Here is their “composite sketch of the typical student” which nicely captures the results:

She is 18 years old in her first year of a liberal arts program, her parents were immigrants and she speaks English and another home language (mostly with her grandparents now). She has a cell phone with a built-in camera and is toying with the idea of perhaps in the summer upgrading to a phone with a built in MP3 player. She got a laptop computer when she started at Mac in the fall and has broadband access at home, and in certain locations on campus. She downloads music for free from the Internet form a range of sites and although she has an iPod she rarely pays for iTunes. She regularly downloads complete TV programs off the web to watch on the laptop but rarely whole movies. Almost every day she catches one or two items from YouTube (usually sent as attachments to electronic messages from friends). She occasionally uses MySpace for social networking. On a daily basis she keeps up to date with over 100 friends from school, home and work on Facebook. Only occasionally does she look at blogs; and she doesn’t keep one herself – though some of her friends do.

She still watches TV – usually at least once a day. Her favourite channel is City-TV but she also catches CTV, CBC-TV and CH. She regularly listens to radio (very rarely CBC Radio), although she figures she gets most of her music from other sources. She’s heard of people getting satellite radio but since she doesn’t have a car she very rarely experiences – it’s more something her Dad is into. She will read magazines quite regularly, at least once or twice a week.

She doesn’t feel she has the time or interest to follow most news closely, yet. When she does she is as likely to use traditional mass media (TV, newspaper or radio) as internet sources.

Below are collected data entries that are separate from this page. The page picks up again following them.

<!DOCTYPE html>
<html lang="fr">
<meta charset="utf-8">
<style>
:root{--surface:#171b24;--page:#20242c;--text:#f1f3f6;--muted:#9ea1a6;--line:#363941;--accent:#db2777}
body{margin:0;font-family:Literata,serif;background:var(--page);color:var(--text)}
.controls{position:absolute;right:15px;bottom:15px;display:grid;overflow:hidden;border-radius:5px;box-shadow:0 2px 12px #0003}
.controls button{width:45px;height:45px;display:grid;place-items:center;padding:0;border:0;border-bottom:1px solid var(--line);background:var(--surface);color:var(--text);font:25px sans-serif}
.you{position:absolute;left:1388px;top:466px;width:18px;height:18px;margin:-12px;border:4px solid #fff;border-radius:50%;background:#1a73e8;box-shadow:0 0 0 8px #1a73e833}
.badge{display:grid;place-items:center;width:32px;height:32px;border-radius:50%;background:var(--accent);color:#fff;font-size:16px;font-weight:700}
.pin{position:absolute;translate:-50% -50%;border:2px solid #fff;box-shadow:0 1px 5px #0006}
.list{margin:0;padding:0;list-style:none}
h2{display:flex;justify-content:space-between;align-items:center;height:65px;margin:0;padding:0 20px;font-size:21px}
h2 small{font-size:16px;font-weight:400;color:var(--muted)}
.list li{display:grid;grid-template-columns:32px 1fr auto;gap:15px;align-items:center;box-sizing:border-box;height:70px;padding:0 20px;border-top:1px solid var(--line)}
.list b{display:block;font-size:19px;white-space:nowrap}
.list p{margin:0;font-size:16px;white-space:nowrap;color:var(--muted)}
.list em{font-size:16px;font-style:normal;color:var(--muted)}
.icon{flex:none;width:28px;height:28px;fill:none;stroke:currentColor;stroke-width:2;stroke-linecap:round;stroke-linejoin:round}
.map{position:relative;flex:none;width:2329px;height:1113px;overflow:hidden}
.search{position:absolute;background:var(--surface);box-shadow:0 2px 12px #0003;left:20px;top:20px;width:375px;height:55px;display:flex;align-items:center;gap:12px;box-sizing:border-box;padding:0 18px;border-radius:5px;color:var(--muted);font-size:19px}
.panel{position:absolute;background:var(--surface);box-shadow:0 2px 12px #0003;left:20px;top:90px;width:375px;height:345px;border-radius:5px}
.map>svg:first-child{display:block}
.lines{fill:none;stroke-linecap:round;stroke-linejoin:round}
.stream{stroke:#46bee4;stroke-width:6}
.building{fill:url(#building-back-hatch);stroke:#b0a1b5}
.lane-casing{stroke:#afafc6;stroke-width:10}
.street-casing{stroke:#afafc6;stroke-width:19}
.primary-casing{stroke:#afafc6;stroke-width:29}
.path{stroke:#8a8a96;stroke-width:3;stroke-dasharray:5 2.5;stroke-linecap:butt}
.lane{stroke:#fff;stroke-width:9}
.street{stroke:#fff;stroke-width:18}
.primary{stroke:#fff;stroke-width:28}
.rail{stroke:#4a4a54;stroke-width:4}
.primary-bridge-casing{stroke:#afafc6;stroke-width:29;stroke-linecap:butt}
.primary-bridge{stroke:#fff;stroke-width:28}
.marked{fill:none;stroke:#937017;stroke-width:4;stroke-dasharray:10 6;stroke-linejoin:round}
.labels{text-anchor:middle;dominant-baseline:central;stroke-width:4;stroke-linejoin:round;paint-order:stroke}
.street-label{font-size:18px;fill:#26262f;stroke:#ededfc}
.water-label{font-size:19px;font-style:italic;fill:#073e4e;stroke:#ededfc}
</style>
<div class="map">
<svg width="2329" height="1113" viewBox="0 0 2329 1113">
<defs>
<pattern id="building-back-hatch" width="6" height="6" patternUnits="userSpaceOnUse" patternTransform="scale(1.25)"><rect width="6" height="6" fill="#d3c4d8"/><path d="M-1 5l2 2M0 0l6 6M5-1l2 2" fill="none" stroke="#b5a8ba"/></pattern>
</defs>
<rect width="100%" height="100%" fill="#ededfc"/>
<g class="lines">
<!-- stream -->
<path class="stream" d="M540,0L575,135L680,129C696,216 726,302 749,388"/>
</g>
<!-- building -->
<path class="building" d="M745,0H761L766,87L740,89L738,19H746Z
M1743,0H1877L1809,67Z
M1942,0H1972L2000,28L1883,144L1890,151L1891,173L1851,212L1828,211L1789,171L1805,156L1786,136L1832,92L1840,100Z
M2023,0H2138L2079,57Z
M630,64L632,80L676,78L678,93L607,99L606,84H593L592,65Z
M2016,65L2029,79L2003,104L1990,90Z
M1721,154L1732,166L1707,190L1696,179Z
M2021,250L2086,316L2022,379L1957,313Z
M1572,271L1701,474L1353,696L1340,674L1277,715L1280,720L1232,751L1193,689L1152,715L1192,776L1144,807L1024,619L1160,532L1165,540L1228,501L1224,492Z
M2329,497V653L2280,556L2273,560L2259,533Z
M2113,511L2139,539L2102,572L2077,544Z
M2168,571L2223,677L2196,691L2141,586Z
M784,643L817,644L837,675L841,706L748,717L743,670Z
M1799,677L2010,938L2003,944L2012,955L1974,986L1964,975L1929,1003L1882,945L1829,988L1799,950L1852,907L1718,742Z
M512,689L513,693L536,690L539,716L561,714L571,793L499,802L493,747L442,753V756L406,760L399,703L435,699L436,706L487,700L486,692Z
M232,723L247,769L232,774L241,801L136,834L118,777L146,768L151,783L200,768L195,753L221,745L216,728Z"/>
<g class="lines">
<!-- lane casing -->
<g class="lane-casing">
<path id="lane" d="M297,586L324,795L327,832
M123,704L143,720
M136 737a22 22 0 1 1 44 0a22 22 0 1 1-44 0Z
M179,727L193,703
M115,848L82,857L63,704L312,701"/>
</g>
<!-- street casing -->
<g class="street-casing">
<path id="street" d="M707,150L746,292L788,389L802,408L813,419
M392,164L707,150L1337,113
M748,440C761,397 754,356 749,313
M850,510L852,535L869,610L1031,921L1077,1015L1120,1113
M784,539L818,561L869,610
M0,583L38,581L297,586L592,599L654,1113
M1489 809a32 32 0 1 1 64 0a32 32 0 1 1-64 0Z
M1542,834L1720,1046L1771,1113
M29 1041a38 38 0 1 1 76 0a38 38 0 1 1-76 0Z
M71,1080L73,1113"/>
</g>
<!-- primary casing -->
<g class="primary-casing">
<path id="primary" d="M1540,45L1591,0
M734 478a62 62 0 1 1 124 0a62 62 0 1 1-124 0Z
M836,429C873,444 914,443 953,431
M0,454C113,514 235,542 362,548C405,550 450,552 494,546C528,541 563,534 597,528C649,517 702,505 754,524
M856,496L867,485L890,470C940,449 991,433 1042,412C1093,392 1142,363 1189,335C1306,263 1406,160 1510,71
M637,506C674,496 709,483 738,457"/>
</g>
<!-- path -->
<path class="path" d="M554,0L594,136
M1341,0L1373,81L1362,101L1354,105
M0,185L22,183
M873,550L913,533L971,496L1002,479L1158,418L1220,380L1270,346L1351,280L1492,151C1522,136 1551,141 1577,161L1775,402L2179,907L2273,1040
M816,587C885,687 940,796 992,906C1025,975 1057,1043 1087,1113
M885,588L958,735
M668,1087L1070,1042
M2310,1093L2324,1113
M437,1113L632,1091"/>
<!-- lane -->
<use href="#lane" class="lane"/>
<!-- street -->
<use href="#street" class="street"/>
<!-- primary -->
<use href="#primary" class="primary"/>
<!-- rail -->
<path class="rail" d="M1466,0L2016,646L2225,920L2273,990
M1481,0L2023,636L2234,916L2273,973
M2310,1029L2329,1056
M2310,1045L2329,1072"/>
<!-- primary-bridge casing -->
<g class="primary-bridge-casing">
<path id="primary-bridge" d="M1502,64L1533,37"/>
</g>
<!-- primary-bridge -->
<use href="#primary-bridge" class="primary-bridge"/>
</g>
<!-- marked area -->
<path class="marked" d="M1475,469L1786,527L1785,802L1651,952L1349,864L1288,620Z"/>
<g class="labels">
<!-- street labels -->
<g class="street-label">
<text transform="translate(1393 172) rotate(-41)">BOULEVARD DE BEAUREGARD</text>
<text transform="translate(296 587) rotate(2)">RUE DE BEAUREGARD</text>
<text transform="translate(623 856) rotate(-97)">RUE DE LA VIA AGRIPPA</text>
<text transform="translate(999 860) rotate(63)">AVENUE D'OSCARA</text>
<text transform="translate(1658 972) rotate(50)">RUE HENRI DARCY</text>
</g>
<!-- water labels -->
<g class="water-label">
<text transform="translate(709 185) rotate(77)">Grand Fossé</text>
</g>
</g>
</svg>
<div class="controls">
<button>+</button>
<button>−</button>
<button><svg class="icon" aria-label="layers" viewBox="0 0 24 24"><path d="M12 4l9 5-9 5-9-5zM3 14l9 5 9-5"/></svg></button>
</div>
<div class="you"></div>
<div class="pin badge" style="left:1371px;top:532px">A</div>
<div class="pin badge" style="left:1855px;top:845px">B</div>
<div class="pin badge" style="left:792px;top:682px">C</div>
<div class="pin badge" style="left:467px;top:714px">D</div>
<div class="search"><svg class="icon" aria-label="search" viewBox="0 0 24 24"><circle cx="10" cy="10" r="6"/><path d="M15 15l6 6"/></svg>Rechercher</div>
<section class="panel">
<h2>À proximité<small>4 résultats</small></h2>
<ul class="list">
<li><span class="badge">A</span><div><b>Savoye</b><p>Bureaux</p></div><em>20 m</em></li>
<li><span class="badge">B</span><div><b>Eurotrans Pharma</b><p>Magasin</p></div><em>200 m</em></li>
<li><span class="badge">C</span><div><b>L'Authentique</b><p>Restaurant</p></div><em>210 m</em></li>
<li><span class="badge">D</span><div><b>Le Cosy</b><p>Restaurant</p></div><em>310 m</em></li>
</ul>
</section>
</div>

She prefers TV, radio nd newspapers for national and international news, and the internet for arts and entertainment stories.

She feels strongly that the Internet allows her to both keep in touch with a wide range of friends, but worries a bit that maybe she is spending less face to face time with close friends and family. She is also a bit concerned about whether time on the internet is making her a little less productive in her school work, although she thinks that it really helps her understand quickly about what’s going on in the world and exposes her to a wide range of points of view (more so than traditional mass media). She gets worried at time about her own privacy on the Internet, especially when she spends so much time on Facebook. She’s not really sure if she can find more Canadian information on the Internet versus traditional media. (pages 3 and 4)

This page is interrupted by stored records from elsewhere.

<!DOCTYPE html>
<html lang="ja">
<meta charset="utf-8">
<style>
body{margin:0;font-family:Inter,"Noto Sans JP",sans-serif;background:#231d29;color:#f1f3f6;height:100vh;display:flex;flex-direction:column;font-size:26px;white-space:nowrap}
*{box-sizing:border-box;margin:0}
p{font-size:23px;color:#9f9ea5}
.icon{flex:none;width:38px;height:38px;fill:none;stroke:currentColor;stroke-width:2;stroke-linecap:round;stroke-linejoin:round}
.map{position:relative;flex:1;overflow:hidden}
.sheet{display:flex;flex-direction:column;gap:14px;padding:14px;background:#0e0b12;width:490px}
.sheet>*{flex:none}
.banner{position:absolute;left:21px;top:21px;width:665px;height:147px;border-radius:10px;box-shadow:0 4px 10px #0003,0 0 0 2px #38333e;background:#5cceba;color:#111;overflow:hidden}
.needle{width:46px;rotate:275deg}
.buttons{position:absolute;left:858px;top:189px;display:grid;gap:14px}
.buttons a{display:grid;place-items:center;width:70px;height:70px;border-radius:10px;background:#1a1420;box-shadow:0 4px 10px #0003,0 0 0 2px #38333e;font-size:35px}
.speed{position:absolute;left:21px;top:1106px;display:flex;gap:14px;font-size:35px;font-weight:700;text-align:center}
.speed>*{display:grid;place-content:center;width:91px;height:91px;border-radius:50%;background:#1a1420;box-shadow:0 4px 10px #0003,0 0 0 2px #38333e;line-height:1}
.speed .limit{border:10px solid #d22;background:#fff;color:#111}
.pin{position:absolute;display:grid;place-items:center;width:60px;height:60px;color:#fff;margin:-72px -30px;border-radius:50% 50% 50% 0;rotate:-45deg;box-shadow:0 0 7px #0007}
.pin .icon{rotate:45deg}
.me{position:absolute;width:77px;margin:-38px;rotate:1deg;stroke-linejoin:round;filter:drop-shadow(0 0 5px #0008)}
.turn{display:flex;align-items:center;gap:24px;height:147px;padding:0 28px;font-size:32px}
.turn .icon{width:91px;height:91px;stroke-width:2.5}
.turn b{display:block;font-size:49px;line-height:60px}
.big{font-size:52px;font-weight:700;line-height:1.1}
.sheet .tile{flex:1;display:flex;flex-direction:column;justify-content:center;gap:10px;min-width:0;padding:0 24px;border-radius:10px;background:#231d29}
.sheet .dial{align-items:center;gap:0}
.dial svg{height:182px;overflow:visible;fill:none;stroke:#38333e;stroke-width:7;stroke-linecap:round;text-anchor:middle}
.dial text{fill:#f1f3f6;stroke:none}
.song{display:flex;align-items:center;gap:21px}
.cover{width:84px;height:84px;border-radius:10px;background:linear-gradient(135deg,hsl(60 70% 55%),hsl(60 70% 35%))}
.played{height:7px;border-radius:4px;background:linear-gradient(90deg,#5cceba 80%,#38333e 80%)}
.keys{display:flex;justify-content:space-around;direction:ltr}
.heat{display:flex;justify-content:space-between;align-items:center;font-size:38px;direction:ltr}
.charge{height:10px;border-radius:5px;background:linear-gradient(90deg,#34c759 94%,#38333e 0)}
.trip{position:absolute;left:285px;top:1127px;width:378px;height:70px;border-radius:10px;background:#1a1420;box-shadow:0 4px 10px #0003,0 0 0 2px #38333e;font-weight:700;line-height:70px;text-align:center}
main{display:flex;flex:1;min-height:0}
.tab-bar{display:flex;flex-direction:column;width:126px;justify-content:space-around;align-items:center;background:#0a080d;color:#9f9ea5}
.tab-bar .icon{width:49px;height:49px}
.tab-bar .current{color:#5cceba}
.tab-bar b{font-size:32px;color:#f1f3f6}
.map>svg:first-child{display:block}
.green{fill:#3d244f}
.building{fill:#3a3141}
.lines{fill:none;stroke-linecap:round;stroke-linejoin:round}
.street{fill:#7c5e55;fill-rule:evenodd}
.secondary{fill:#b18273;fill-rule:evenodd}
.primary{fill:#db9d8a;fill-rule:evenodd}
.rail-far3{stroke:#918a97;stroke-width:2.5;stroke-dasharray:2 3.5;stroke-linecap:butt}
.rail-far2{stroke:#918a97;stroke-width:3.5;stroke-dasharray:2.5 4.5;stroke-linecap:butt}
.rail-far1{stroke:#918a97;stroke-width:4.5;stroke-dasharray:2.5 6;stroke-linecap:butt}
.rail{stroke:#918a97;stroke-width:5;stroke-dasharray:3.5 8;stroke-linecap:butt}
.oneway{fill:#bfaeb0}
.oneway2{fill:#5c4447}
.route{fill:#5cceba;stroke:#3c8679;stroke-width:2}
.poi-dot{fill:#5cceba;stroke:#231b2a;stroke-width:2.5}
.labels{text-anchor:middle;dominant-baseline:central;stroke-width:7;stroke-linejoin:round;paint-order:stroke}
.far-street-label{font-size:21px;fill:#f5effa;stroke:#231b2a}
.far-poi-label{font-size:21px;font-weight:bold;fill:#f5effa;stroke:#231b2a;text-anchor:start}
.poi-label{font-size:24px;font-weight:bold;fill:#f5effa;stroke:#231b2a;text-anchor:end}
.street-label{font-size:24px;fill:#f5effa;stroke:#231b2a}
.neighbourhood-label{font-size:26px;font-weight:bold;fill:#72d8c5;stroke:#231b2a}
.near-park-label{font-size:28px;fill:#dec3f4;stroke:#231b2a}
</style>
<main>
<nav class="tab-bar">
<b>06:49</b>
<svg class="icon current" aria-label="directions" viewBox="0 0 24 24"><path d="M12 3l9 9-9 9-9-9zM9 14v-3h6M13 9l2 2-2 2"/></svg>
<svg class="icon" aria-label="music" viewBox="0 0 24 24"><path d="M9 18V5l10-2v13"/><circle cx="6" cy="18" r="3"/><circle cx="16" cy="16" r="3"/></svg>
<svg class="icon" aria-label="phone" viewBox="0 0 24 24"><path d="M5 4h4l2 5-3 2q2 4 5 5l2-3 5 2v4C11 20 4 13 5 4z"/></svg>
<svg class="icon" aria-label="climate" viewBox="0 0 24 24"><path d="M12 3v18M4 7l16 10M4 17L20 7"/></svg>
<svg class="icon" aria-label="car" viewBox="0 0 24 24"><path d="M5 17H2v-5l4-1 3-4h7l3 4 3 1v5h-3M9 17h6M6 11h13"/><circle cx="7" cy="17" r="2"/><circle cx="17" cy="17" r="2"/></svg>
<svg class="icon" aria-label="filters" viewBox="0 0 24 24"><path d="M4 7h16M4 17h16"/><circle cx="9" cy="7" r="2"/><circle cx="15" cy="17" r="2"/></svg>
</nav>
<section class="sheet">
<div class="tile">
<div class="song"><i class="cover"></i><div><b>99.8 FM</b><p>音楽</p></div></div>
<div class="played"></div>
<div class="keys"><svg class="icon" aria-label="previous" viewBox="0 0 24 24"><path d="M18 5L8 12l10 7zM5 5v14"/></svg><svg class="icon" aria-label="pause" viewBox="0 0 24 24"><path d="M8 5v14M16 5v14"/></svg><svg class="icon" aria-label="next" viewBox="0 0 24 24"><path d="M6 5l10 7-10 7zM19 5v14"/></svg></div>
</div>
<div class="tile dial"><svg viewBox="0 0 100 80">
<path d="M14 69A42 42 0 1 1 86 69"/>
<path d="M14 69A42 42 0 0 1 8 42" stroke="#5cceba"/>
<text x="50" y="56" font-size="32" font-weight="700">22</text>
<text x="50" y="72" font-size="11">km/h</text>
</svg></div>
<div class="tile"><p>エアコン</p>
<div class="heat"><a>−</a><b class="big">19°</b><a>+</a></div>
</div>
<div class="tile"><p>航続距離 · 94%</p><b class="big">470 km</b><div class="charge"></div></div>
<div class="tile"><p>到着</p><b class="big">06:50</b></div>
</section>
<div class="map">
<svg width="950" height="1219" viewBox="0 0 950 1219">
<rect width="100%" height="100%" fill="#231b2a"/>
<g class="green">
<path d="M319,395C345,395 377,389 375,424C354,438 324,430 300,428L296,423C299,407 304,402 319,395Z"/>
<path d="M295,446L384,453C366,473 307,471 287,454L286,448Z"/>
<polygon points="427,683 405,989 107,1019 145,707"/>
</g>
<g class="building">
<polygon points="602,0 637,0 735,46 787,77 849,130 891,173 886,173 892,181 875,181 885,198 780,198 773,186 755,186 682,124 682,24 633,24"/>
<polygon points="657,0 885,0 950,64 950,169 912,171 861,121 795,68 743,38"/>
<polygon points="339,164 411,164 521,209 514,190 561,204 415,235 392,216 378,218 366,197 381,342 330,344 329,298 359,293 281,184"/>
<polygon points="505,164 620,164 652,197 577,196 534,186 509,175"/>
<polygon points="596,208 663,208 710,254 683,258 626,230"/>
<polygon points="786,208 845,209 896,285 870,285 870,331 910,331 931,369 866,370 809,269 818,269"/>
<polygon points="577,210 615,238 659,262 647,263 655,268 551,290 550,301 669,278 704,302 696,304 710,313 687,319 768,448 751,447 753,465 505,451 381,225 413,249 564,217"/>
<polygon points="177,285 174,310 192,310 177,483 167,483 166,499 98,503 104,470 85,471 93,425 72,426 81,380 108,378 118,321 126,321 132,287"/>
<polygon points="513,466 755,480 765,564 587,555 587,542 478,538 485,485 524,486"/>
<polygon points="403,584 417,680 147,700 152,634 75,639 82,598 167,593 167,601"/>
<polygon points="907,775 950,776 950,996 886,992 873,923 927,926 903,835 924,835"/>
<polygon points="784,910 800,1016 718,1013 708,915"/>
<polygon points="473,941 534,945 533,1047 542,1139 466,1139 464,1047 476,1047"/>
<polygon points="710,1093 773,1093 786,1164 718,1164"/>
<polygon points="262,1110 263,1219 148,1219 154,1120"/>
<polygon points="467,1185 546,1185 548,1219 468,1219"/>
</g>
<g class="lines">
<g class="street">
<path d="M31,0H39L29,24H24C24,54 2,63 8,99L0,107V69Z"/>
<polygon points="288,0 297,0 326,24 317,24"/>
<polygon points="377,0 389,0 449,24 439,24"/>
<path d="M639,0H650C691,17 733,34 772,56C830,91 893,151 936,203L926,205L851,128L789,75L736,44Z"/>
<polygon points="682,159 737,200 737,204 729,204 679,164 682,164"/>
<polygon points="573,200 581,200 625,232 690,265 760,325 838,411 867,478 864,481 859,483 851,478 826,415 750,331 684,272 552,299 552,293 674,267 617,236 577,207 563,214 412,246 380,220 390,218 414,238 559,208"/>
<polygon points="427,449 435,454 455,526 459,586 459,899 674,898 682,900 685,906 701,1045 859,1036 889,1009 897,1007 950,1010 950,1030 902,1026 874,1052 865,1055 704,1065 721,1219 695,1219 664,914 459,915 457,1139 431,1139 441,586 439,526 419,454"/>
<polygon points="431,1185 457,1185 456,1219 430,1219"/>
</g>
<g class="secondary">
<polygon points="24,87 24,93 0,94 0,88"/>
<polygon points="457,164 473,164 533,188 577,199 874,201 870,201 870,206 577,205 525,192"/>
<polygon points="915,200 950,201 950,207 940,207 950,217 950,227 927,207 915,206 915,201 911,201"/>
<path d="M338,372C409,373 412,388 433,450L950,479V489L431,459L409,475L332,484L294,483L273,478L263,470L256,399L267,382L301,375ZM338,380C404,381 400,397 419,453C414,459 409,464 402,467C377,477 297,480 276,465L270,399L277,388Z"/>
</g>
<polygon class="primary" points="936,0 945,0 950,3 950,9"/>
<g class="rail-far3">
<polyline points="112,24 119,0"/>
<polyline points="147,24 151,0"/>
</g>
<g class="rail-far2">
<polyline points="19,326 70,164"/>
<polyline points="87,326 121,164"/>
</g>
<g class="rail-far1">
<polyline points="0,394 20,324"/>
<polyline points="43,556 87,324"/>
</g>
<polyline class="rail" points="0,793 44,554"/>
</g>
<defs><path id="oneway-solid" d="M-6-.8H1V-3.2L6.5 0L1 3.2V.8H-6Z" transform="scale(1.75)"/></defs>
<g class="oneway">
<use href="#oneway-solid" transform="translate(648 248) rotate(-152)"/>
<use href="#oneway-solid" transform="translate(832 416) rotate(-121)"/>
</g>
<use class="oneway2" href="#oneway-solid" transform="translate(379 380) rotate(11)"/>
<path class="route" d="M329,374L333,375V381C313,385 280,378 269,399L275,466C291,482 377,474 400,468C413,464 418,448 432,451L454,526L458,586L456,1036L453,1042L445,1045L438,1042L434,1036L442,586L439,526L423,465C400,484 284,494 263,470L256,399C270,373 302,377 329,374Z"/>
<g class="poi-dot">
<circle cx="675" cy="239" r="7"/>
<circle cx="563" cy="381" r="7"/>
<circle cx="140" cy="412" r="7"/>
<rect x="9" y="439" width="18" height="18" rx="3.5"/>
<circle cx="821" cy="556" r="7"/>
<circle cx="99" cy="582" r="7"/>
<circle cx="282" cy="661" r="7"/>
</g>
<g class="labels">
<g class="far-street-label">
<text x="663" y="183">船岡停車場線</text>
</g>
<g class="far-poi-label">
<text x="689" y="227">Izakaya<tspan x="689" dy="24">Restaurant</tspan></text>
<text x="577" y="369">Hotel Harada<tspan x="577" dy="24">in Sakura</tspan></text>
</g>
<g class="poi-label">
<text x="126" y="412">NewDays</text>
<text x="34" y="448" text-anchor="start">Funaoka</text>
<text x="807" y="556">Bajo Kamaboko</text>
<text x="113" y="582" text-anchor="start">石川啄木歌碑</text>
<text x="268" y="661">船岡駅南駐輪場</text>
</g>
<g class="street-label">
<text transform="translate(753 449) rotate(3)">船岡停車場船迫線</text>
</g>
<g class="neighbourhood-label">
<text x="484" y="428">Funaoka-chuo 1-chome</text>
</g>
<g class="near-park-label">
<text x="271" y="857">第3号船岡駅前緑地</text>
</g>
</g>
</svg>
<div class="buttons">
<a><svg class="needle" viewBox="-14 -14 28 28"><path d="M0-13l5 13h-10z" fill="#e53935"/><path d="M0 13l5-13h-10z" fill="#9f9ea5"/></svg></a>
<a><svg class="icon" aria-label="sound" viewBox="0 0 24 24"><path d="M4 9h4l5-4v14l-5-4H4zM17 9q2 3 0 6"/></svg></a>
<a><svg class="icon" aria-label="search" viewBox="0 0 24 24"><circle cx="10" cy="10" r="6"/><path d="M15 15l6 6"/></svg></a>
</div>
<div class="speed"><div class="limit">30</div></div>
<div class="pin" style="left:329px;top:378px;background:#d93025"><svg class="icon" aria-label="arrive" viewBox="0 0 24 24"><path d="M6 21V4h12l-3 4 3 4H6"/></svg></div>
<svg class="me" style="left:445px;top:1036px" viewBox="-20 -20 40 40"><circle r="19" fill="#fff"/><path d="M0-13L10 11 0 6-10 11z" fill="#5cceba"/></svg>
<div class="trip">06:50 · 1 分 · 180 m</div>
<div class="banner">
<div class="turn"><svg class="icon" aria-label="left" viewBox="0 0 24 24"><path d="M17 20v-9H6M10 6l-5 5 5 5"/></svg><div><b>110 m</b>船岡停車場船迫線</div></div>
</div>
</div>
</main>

I knew Facebook was popular, but didn’t expect it to be this popular. I’m guessing that it is becoming an “always on” utility for many students that aggregates, summarizes and nicely shows what’s happening to their friends. I suspect interfaces like Facebook Mobile will become more and more popular as iPhone type cell phones become affordable.

BookCrossing – The World’s Biggest Free Book Club – Catch and Release Used Books

BookCrossing is a project a colleague librarian Barbara suggested to me as an example of new media and books intersecting. The idea is that people release books into the “wild” with a BCID label and number. Then others who find the book can log on and write in the journal of the book. Users can then watch how books travel around, being caught, read and released. Neat idea – would our library do this on campus? What if we took books being deacquisitioned and released them in departmental lounges or the student centre?